:: Extracted information ::
----

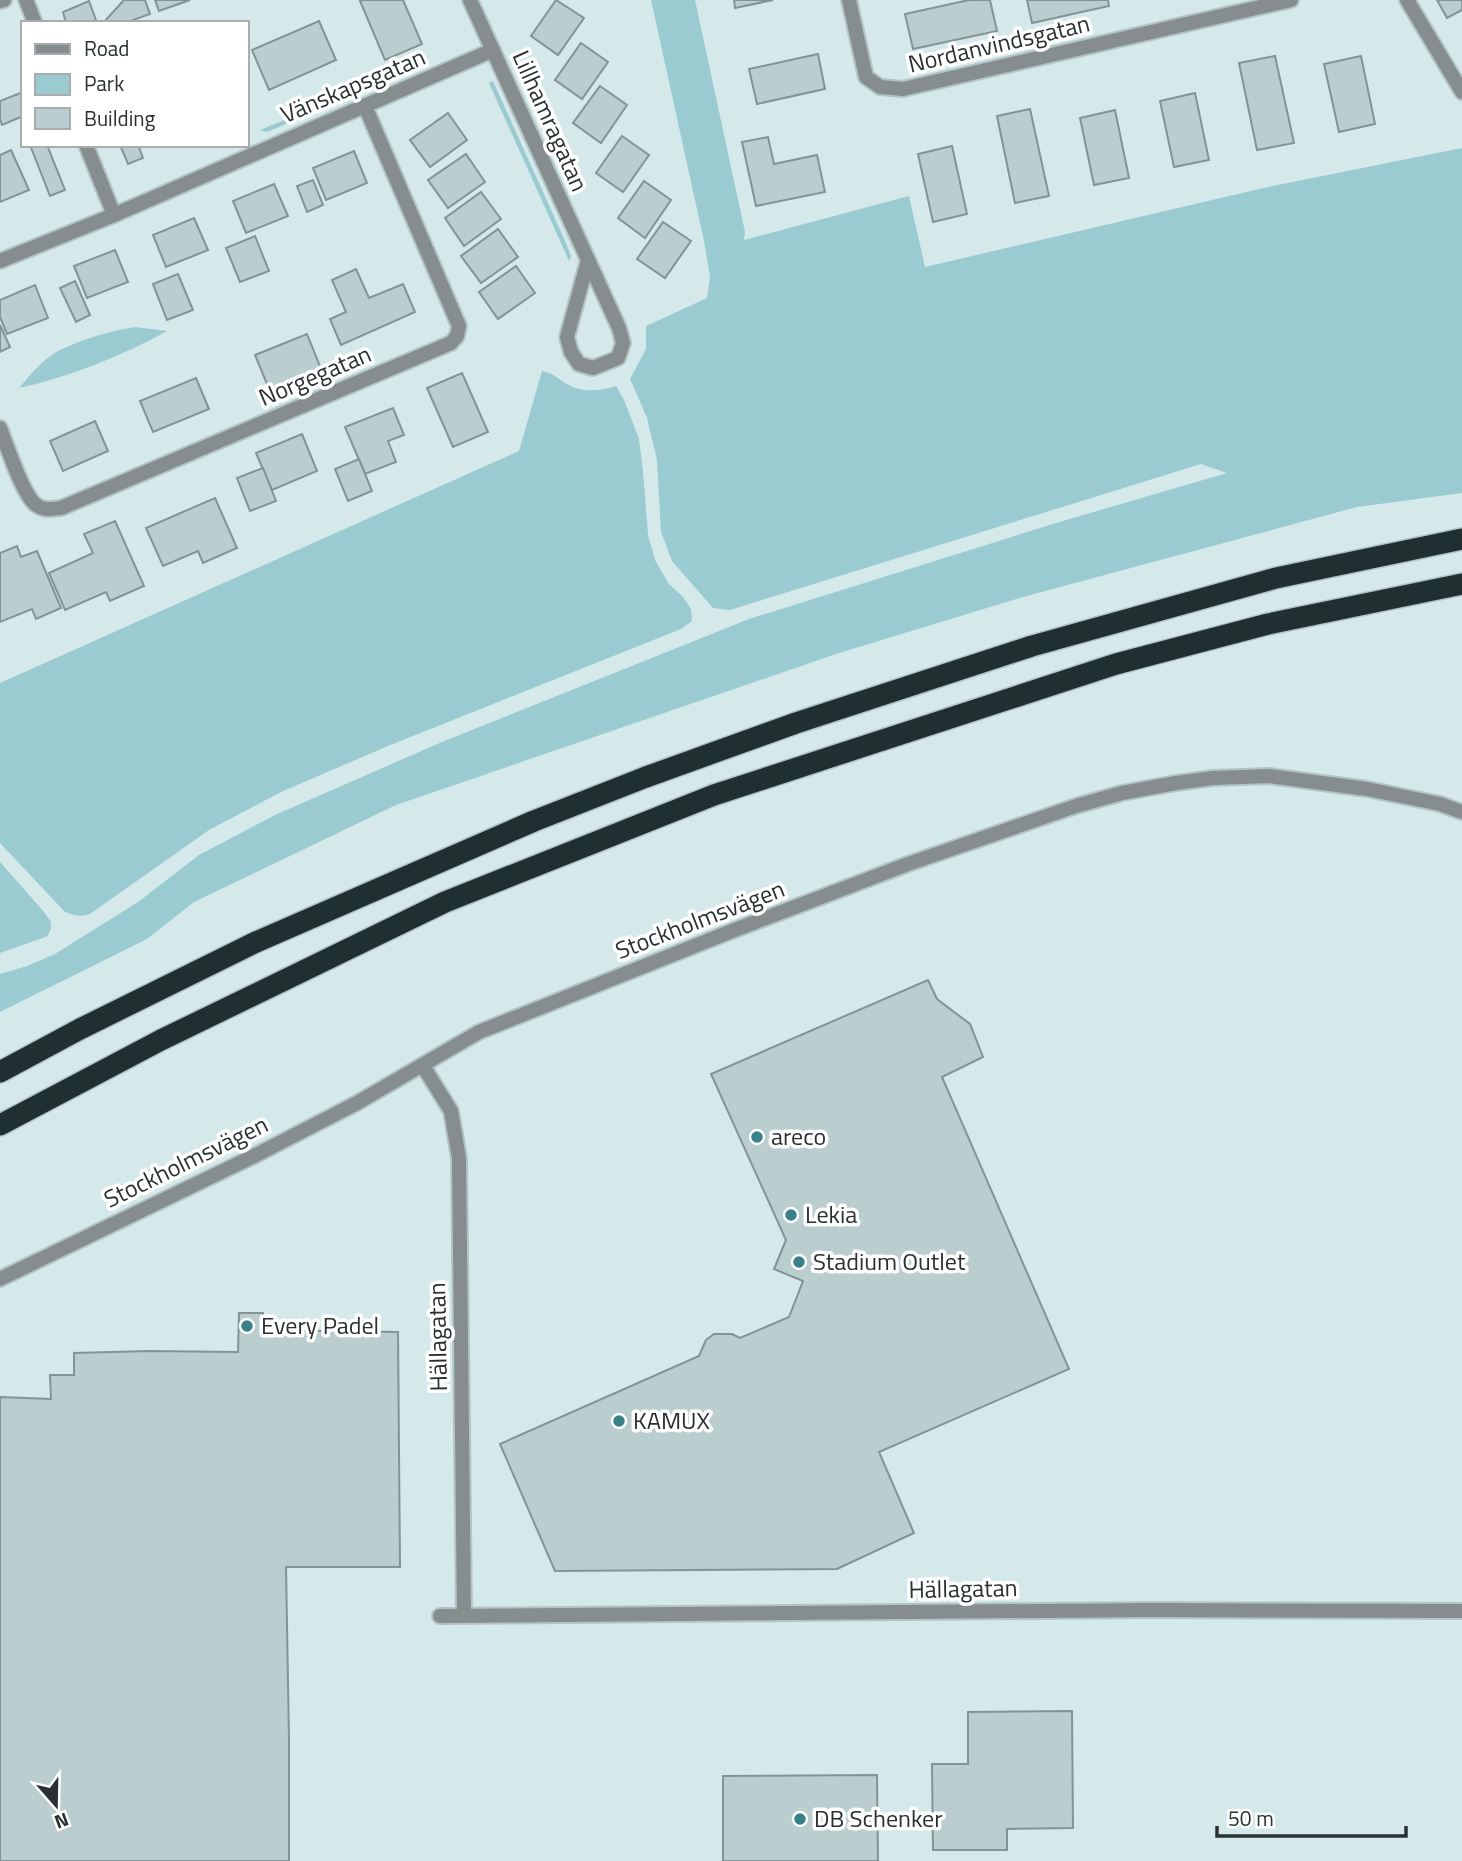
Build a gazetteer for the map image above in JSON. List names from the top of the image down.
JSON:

----

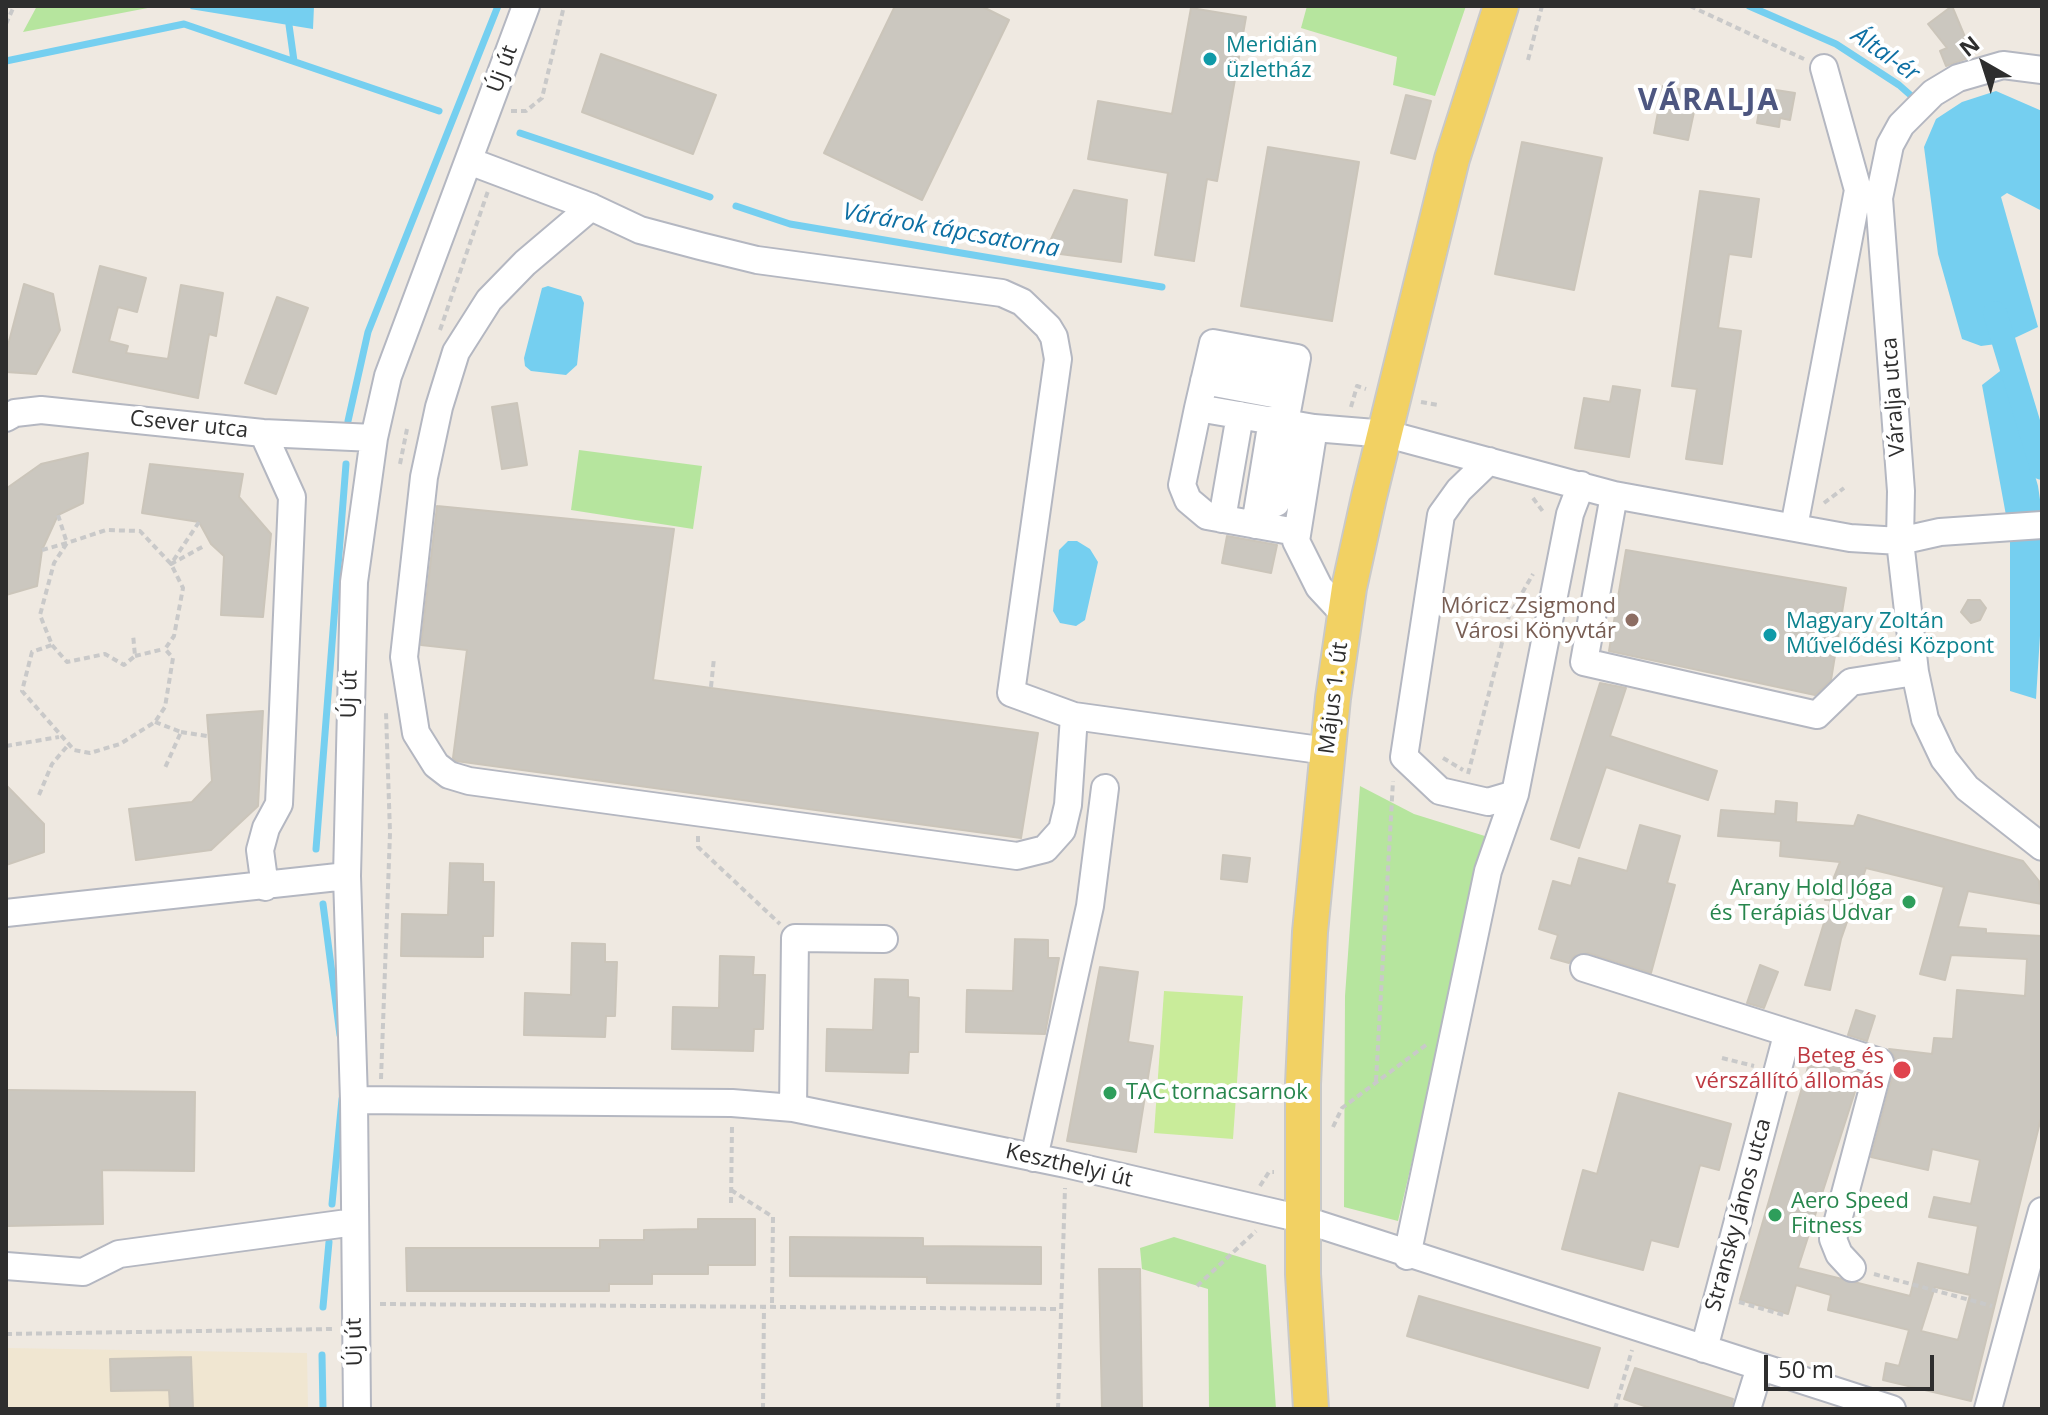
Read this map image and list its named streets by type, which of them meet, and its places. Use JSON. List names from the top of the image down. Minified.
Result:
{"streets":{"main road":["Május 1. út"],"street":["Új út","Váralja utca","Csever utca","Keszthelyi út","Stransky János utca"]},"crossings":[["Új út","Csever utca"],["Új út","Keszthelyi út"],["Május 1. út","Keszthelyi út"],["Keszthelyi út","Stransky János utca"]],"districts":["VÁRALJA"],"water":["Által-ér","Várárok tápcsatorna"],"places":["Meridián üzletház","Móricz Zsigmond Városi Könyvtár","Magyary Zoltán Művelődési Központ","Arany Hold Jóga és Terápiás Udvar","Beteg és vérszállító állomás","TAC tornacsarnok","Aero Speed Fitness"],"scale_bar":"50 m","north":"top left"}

----

:: Work to be completed ::
Using the data above, show each line where "from" occurs.

:: Exercise response ::
Build a gazetteer for the map image above in JSON. List names from the top of the image down.
Read this map image and list its named streets by type, which of them meet, and its places. Use JSON. List names from the top of the image down. Minified.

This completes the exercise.